Making the Most of Your Landing Page
Two elements combine to help you make the most of your landing page: content and design. While this is true of nearly any webpage, it is particularly important when working with landing pages because they are specifically designed to move a potential customer quickly toward a conversion behavior. While other pages on your site (contact page, about us page) serve more purely informational purposes, the landing page is there solely to drive conversions. For this reason, content and design must work in concert to catch the eye without distracting the visitor, and lead the visitor toward the desired result.
Keep it Simple
An effective landing page will be simple in both its design and its message.
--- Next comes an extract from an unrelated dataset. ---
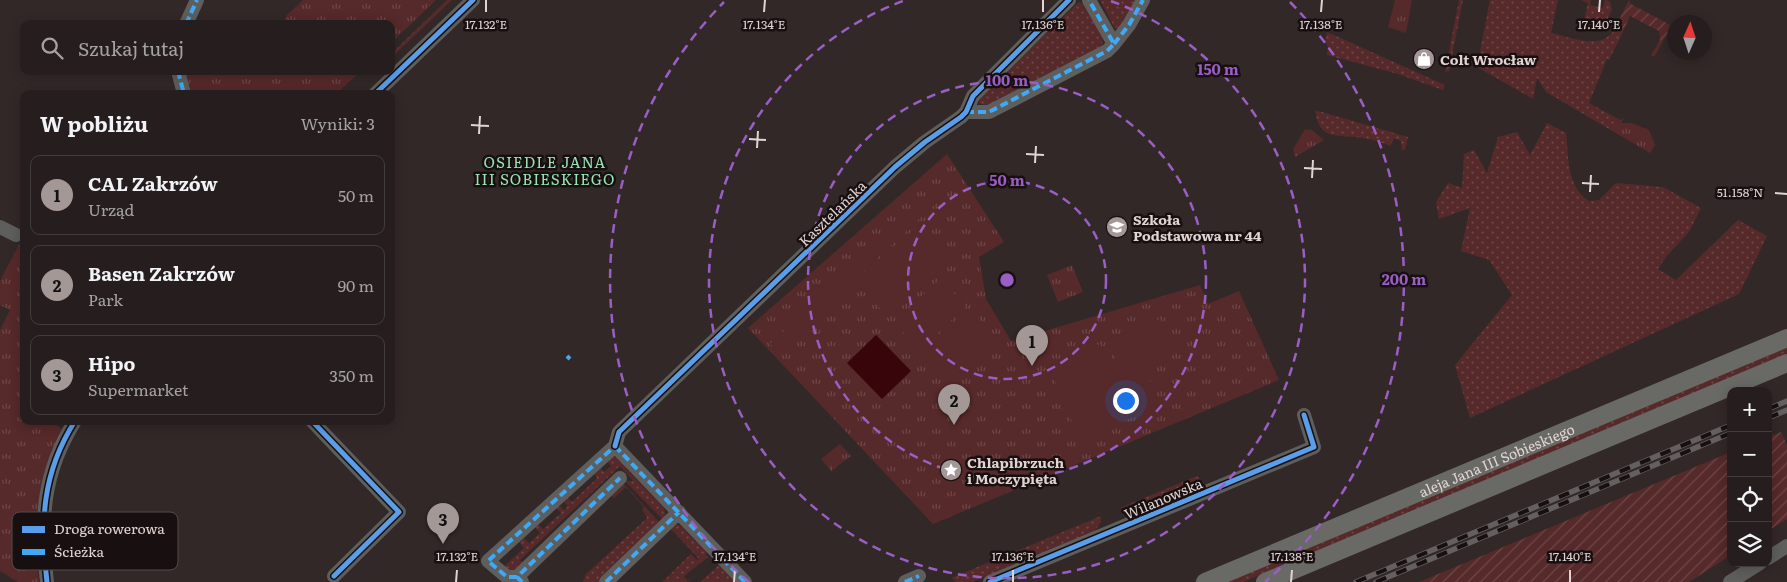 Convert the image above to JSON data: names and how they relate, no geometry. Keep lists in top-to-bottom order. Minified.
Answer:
{"streets":{"main road":["aleja Jana III Sobieskiego"],"street":["Kasztelańska","Wilanowska"]},"districts":["OSIEDLE JANA III SOBIESKIEGO"],"places":{"shop":["Colt Wrocław"],"school or university":["Szkoła Podstawowa nr 44"],"place":["Chlapibrzuch i Moczypięta"]},"legend":["Droga rowerowa","Ścieżka"],"north":"top","page":{"search":"Szukaj tutaj","heading":["W pobliżu","Wyniki: 3"],"list":[{"mark":"1","name":"CAL Zakrzów","note":"Urząd","value":"50 m"},{"mark":"2","name":"Basen Zakrzów","note":"Park","value":"90 m"},{"mark":"3","name":"Hipo","note":"Supermarket","value":"350 m"}],"pins":["1","2","3"],"map_buttons":["+","−"]},"coordinates":["17.138°E","17.132°E","17.134°E","17.136°E","17.140°E","51.158°N"],"rings":["150 m","100 m","50 m","200 m"]}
If using the template of the larger site, you can remove unnecessary navigation from the headers and sidebars—these can be distracting to a visitor, and lead them away from the particular desired conversion behavior. Keep everything above the fold. There should be no vertical scrolling, and absolutely no horizontal scrolling, required on a landing page.
Include all of the elements necessary for conversion. If you are seeking to collect information or leads, present a short, simple and self-explanatory contact form above the fold, likely to the right of the text content. If you are seeking a purchase, make your BUY button visible and easily distinguishable.
Include a Prominent Call to Action
Both the design and the content of the site should be based around this principle.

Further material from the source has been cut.